:: Source data ::

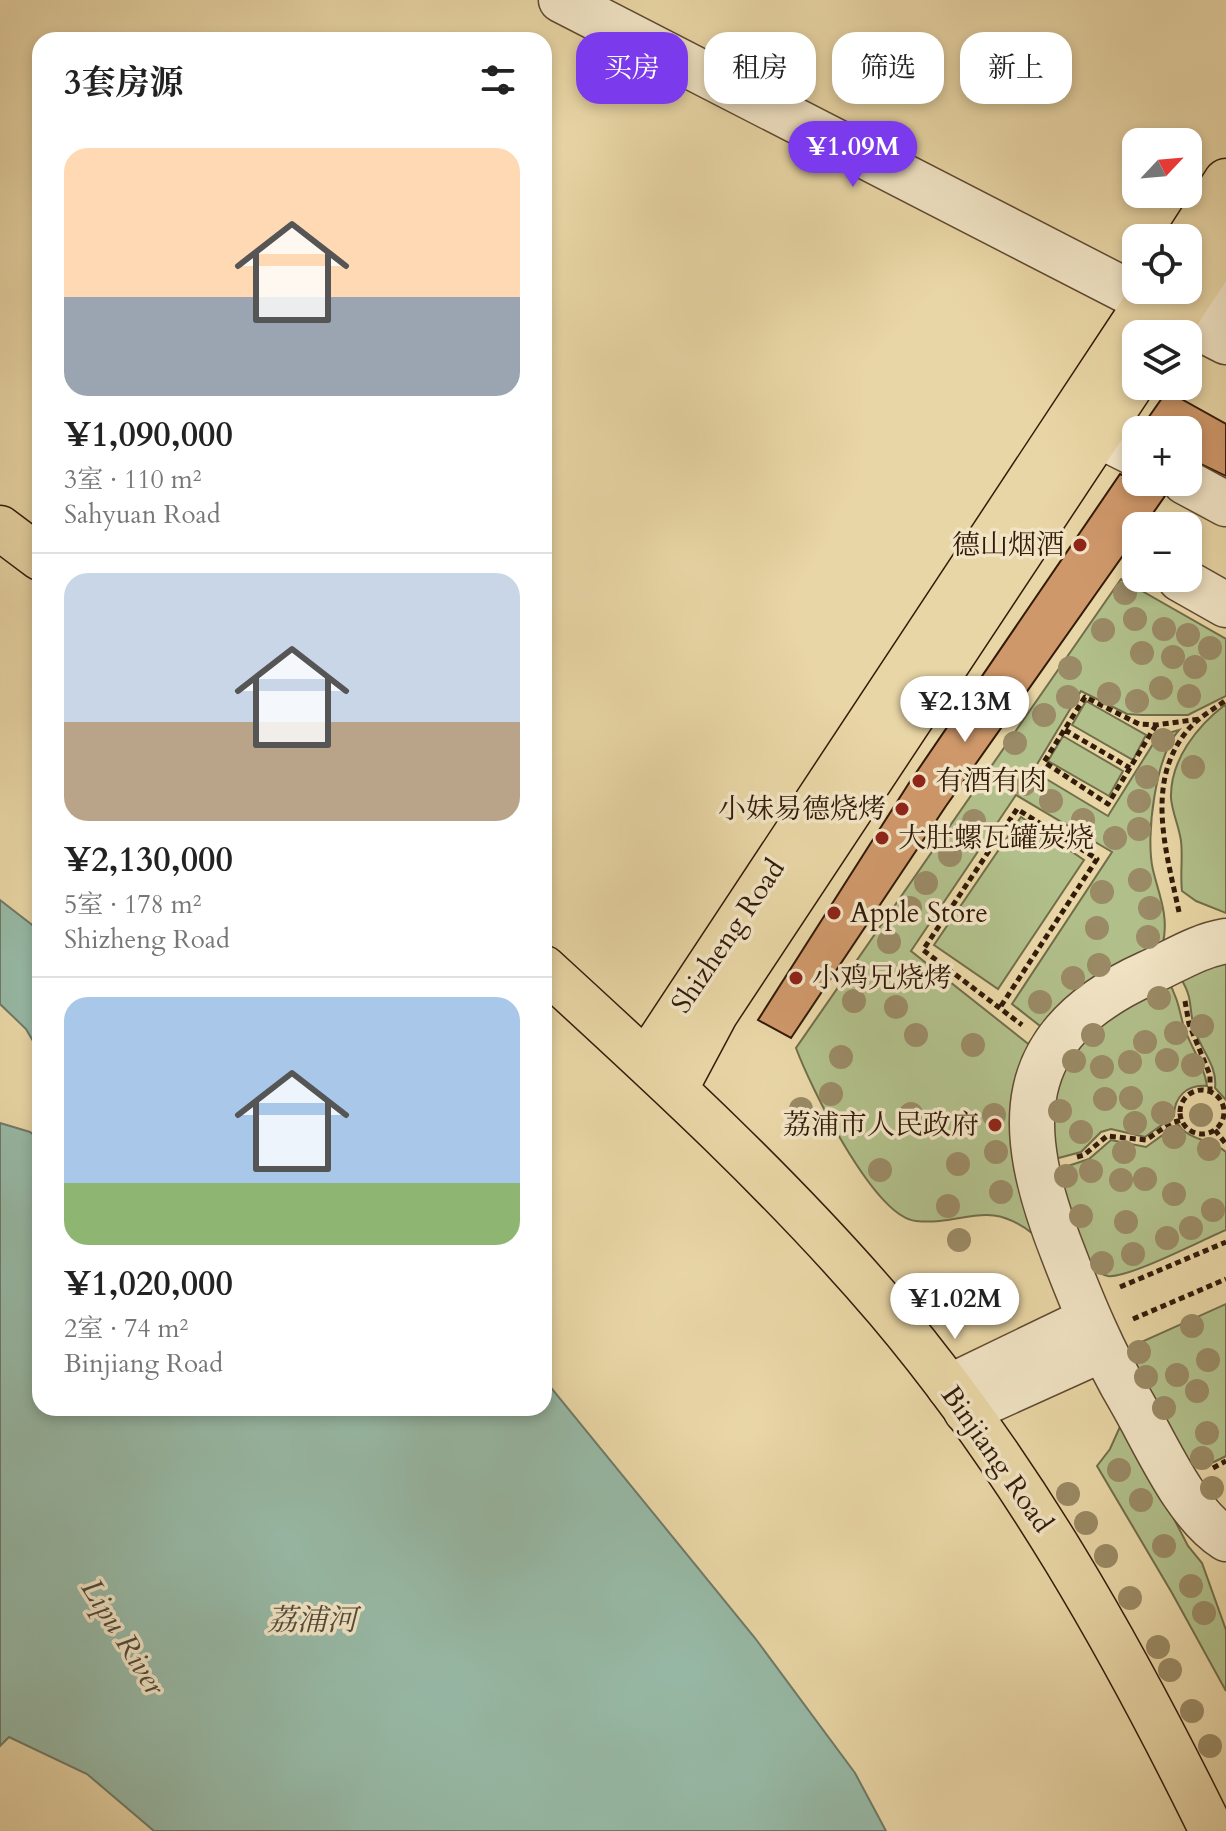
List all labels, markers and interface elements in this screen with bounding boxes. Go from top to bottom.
chip: 买房 [576,32,688,104]
chip: 租房 [704,32,816,104]
chip: 筛选 [832,32,944,104]
chip: 新上 [960,32,1072,104]
icon: filters [476,58,520,102]
text: 3套房源 [64,60,183,106]
pin: ¥1.09M [788,121,918,189]
north arrow [1122,128,1202,208]
map controls [1122,128,1202,592]
text: ¥1.09M [806,129,900,164]
icon: home [220,200,364,344]
button: locate [1122,224,1202,304]
button: layers [1122,320,1202,400]
text: ¥1,090,000 [64,412,233,458]
button: + [1122,416,1202,496]
text: 3室 · 110 m² [64,462,202,497]
text: Sahyuan Road [64,497,221,532]
button: − [1122,512,1202,592]
place label: 德山烟酒 [952,526,1064,564]
marker: 德山烟酒 [1071,536,1089,554]
icon: home [220,625,364,769]
pin: ¥2.13M [900,676,1030,744]
text: ¥2.13M [918,684,1012,719]
place label: 有酒有肉 [935,762,1047,800]
marker: 有酒有肉 [910,772,928,790]
place label: 小妹易德烧烤 [718,790,886,828]
marker: 小妹易德烧烤 [893,800,911,818]
place label: 大肚螺瓦罐炭烧 [898,819,1094,857]
marker: 大肚螺瓦罐炭烧 [873,829,891,847]
text: ¥2,130,000 [64,837,233,883]
street label: Shizheng Road [662,851,794,1021]
text: 5室 · 178 m² [64,887,202,922]
place label: Apple Store [850,894,988,932]
marker: Apple Store [825,904,843,922]
text: Shizheng Road [64,922,230,957]
place label: 小鸡兄烧烤 [812,959,952,997]
marker: 小鸡兄烧烤 [787,969,805,987]
icon: home [220,1049,364,1193]
place label: 荔浦市人民政府 [783,1106,979,1144]
marker: 荔浦市人民政府 [986,1116,1004,1134]
text: ¥1,020,000 [64,1261,233,1307]
pin: ¥1.02M [890,1273,1020,1341]
text: ¥1.02M [908,1281,1002,1316]
text: 2室 · 74 m² [64,1311,188,1346]
text: Binjiang Road [64,1346,223,1381]
street label: Binjiang Road [932,1378,1062,1540]
water label: Lipu River [71,1571,175,1704]
water label: 荔浦河 [267,1600,362,1641]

:::

* Aim of the task *
Track down every line in the entries that includes the string "street", and copy it.

* Reply *
street label: Shizheng Road [662,851,794,1021]
street label: Binjiang Road [932,1378,1062,1540]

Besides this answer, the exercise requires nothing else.